CHINESE NEW YEAR BANQUET 2013: The Eastern Cuisine in Richmond is booked for our wonderful Chinese New Year Banquet on Sunday 10 February. Put this date in your diary now and we will look forward to seeing you there for another delightful evening of food and fun.
The Golden Hour
– Aukje Both & Ferry van Mansum
When you go to China you know that, apart from you and other foreign tourists, there will be around 1.3 billion Chinese in the country. So you have to expect queues and crowds and few quiet places, especially during holidays. Tourism is a part of China that is under development. Areas of natural beauty and those of cultural or historic importance are all given a rating, with AAAAA spots being the best and therefore the busiest. Wide approach roads, spanned by huge colourful Chinese gates, lead to enormous car parks where tour buses unload their passengers who will follow the flag of their portable microphone-wearing tour guide. Once past the ticket checkpoint, soothing music coming from artificial rocks will lead you to an electric buggy that will take you the last few hundred metres to your destination.
The trick to avoid the crowds is to walk the last bit if it is not too far, even though hustling English-speaking tour guides might tell you that you will not be able to find the entrance yourself. Then go at your own pace, turn a few corners and you might find yourself almost alone, taking in the sights. Going to one of the less famous places will also guarantee you a more private holiday experience. Avoiding Chinese holiday season is another way to ensure you can take photos without the ever-posing Chinese tourist in front of the attraction. Getting to a place early does not always work because Chinese are early risers.
A much better chance for some peace, space and quiet is to visit places at the “golden hour”, the time that most Chinese prefer to spend with their eyes closed.
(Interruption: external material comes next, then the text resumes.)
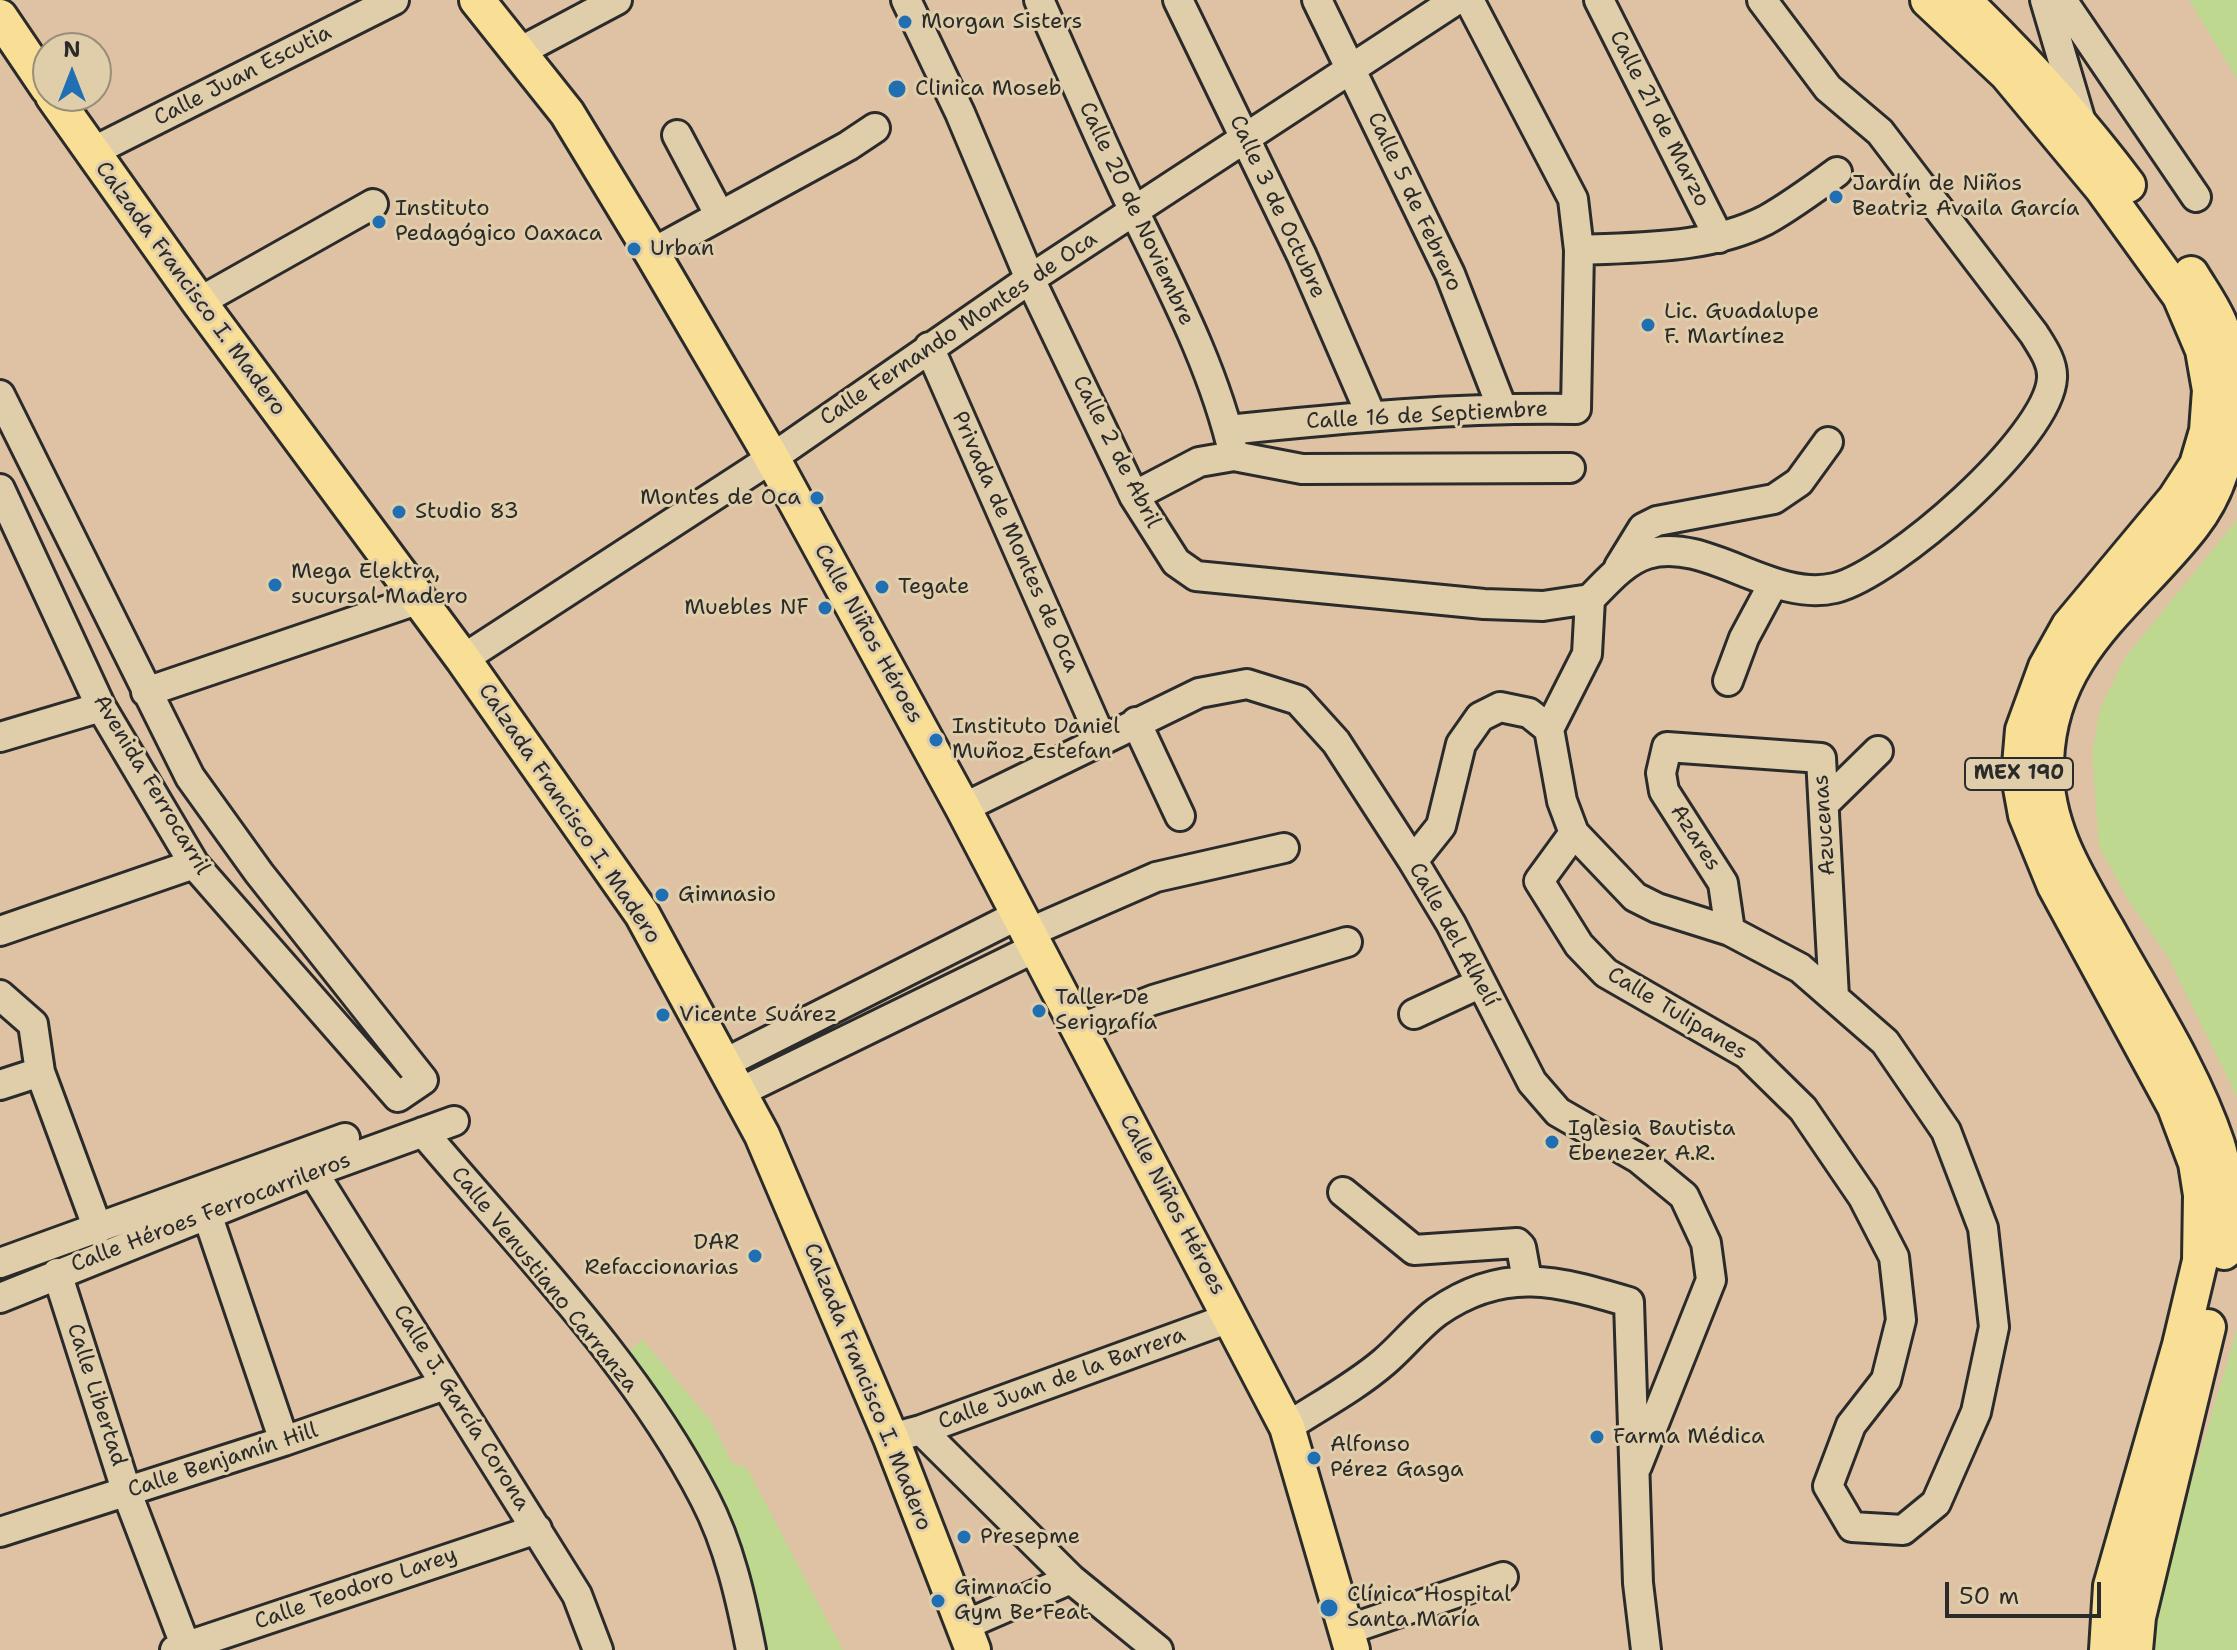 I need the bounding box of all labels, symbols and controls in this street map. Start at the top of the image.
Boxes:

Lunch is at 12 sharp, and immediately after that, until about two o’clock, life slows down for the Chinese. If they are not at home, anything will do as a place to take a nap. In shops you see staff on make-shift beds in the back, or slumped over the counter, using their arms as a pillow, no doubt the most junior amongst them the unlucky one to attend to the few that do not need, or want, to take a time-out in the middle of the day. Restaurant staff curl up on the chairs under the tables after the last customers have finished their lunch and it is hard to find a bench in the park in Summer without someone stretched out on it.
The afternoon nap: our students do it, our Chinese colleagues do it, truck drivers and even policemen in the street do it. It seems we are just about the only people in China who still don’t and it is hard to explain why this is not a custom in New Zealand or Europe. “How can you concentrate on your study, or work in the afternoon, if you don’t sleep for an hour or so after lunch?” is a question we are often asked.
Of course we don’t have a two and a half hour lunch break and we want our classes to be over shortly after three o’clock but, even so, we think there are few students back home who would list “sleeping” as one of the things they do in their leisure-time, unless it is sleeping in late in the weekend or holidays. However, in a lesson we taught around free-time last week, many of our Chinese students ranked it as one of their favourite “activities” and all agreed that this is what most Chinese people like to “ do”.
So, if you are in China and really like to be active, in the real sense of the word, eat before twelve, or well after, and plan your sight-seeing or shopping during those golden hours.